- **DATASET EXCERPTS**

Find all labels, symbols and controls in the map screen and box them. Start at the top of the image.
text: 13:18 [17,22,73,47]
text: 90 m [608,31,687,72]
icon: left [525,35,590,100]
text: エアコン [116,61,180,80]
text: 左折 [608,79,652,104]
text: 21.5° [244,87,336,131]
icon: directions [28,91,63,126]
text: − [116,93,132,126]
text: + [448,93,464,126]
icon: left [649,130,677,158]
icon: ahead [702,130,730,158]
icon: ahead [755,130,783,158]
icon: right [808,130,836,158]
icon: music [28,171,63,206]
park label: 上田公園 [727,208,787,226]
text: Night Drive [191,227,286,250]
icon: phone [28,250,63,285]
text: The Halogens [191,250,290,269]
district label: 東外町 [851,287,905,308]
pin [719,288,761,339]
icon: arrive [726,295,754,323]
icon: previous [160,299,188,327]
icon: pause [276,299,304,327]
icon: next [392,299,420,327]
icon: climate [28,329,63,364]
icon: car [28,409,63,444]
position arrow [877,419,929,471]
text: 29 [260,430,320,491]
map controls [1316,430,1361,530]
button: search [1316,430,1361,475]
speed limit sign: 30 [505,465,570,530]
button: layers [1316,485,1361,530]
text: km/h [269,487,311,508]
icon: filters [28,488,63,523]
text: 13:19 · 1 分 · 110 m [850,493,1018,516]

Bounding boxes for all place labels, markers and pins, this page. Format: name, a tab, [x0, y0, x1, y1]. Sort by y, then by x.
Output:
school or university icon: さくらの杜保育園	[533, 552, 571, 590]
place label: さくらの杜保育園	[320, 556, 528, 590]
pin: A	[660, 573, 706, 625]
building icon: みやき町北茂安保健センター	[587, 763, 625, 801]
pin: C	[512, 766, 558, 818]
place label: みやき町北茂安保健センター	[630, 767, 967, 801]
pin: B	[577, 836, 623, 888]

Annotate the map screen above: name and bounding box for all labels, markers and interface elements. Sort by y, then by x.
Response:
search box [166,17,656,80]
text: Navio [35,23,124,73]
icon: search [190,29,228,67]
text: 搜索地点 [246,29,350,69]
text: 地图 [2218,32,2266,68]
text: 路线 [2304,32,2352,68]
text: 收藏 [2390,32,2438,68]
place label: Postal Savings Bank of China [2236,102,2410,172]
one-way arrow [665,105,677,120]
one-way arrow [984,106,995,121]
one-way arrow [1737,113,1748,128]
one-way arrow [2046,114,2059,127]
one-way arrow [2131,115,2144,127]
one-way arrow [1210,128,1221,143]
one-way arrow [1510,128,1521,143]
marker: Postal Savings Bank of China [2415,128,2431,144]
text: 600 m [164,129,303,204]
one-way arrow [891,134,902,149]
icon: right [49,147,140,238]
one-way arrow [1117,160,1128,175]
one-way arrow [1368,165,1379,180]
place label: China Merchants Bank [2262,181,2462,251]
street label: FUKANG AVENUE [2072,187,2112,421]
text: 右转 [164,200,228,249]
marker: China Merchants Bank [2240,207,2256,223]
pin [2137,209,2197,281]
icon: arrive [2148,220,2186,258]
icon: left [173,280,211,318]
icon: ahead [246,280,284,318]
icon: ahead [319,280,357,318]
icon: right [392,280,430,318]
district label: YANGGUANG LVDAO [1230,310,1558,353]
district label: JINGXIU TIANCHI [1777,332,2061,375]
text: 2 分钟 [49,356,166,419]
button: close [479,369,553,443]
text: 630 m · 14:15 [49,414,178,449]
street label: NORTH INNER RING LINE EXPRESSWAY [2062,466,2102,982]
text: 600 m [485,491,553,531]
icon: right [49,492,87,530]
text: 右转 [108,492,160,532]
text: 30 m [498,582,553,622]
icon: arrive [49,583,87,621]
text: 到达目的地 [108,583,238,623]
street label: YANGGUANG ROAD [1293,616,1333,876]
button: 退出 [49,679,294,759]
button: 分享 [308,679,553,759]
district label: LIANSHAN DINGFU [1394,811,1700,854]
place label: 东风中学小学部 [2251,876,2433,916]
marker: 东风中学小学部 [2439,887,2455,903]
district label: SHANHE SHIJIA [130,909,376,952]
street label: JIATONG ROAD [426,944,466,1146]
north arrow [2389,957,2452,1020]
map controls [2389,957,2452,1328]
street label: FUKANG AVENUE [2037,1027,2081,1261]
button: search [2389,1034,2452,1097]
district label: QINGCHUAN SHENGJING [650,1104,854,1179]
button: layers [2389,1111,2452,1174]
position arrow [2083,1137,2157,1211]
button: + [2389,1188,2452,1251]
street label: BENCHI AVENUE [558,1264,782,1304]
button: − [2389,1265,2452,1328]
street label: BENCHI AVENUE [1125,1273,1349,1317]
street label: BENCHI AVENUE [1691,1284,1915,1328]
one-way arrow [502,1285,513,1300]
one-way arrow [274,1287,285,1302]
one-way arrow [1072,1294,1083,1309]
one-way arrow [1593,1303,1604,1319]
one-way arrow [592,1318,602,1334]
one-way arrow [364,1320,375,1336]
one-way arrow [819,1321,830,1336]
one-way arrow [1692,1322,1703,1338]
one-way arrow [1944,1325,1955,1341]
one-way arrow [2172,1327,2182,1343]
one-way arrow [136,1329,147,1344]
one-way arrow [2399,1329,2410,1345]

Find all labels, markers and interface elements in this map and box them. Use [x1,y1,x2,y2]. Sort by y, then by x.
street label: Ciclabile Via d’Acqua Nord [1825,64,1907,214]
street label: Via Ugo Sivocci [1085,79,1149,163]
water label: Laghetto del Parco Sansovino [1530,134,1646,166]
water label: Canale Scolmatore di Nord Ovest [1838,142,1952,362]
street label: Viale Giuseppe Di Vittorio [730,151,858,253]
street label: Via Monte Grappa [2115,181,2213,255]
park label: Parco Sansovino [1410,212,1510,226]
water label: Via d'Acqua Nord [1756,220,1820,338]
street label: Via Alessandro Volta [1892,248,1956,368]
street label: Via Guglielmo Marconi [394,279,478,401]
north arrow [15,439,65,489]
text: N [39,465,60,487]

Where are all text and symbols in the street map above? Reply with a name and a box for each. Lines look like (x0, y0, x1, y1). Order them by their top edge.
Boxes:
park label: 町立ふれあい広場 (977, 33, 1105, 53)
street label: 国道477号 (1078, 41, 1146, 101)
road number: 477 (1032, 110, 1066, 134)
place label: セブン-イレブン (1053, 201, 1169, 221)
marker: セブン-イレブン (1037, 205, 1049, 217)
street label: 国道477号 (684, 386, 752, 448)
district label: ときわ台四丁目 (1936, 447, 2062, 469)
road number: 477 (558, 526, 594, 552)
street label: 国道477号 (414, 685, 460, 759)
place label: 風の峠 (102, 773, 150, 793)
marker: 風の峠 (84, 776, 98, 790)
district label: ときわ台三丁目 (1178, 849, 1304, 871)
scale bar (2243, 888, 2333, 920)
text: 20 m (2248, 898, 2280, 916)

- **WHAT YOU HAVE TO DO**
I need each line of the entries that holds the string "search" located and copied.

- **SOLUTION FOR THIS TASK**
button: search [1316,430,1361,475]
search box [166,17,656,80]
icon: search [190,29,228,67]
button: search [2389,1034,2452,1097]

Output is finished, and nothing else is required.